Features

Oakland Schools Mislabel Some Teachers Unqualified

By J. Douglas Allen-Taylor
Friday December 22, 2006

Earlier this fall, in compliance with a provision of the national No Child Left Behind Act, the Oakland Unified School District sent out some 13,000 letters informing parents of the names of teachers who do not meet the “highly qualified” standards required by the act. 

But through district error, at least some teachers who were named on the list actually did meet the NCLB qualifiations. In addition, representatives of both Oakland’s teachers’ union and the Oakland Unified School District agree that the NCLB requirements are flawed, which is to say that although teachers are not “highly qualified” under NCLB, it does not mean that the students in their classroom are not being properly taught. 

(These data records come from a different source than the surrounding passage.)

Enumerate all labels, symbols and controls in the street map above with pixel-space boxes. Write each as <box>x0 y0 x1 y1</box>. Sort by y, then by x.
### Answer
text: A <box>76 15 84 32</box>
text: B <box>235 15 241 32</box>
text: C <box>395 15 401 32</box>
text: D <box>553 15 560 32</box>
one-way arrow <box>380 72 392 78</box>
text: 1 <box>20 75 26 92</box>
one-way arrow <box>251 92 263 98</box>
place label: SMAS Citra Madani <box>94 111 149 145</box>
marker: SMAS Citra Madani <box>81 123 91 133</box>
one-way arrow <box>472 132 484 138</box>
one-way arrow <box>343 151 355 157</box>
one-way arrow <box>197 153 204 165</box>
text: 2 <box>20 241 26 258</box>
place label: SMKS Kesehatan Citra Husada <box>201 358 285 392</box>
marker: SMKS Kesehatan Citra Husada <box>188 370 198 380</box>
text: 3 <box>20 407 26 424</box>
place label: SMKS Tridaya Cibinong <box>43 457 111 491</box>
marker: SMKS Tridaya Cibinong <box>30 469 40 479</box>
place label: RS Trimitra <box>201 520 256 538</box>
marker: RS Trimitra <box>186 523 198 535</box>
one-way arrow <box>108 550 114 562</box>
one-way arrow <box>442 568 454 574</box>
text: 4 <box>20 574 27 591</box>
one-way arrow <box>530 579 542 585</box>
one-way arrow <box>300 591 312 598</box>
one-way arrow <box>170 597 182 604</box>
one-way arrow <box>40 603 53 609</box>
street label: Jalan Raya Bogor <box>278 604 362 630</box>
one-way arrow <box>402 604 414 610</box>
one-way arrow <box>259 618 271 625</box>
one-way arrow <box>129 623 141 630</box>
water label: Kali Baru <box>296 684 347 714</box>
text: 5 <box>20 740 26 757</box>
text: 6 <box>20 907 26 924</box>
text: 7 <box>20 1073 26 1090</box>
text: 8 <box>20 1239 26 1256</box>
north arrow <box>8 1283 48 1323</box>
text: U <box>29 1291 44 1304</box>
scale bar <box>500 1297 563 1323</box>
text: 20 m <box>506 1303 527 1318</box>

“It doesn’t mean that they are bad teachers,” OUSD spokesperson Alex Katz said in a telephone interview. “That’s merely the language in the federal requirement. You could have a Ph.D. in mathematics, for example, and be an excellent math teacher. But if you don’t have a state credential in math, you are considered to be ‘not highly qualified’ by the State of California and subject to the parental notice.” 

But the biggest complaint coming from community representatives was that some of the teachers on the mailed list should not have been there at all. 

OUSD board member Kerry Hammill wrote to a local parents’ email list in late October that she received teacher notification letters “for four of my kids’ teachers, and three of the four were errors. All four of the teachers mentioned in the letters sent to my home are outstanding—which is why this most recent episode left me just shaking my head.” 

And Oakland Education Association President Betty Olsen-Jones wrote that in at least some instances, teachers learned about their status in the most embarassing way possible, not from the district but from their own students.  

“The worst consequence of this,” Olsen-Jones wrote to parents, “was that teachers had to find out from students, in a number of cases, that they were considered ‘not highly qualified’—in a district where teacher morale is so low, this only makes teachers feel even more disrespected and smeared professionally. The Oakland Education Association spoke with district administrators … about this, and were very critical that teachers weren’t notified in advance, especially since in many cases letters were sent in error.” 

Hammill reported that she met with district representatives and said she also “asked … that they send copies of the notes to staff before the mailing to ensure that the info is at least correct. The letter also needs to do a better job of explaining that ‘highly qualified’ is a technical and bureaucratic term that has more to do with mandates than great teaching.” 

Information on the status of credentials for individual California teachers can be received from the California Commission on Teacher Credentialling at https:// teachercred.ctc.ca.gov/teachers/PublicSearchProxy. 

OUSD spokesperson Katz acknowledged by telephone that “a pretty high number of mistakes” were made in the letters, and that the district “tried to send out apology notices.” 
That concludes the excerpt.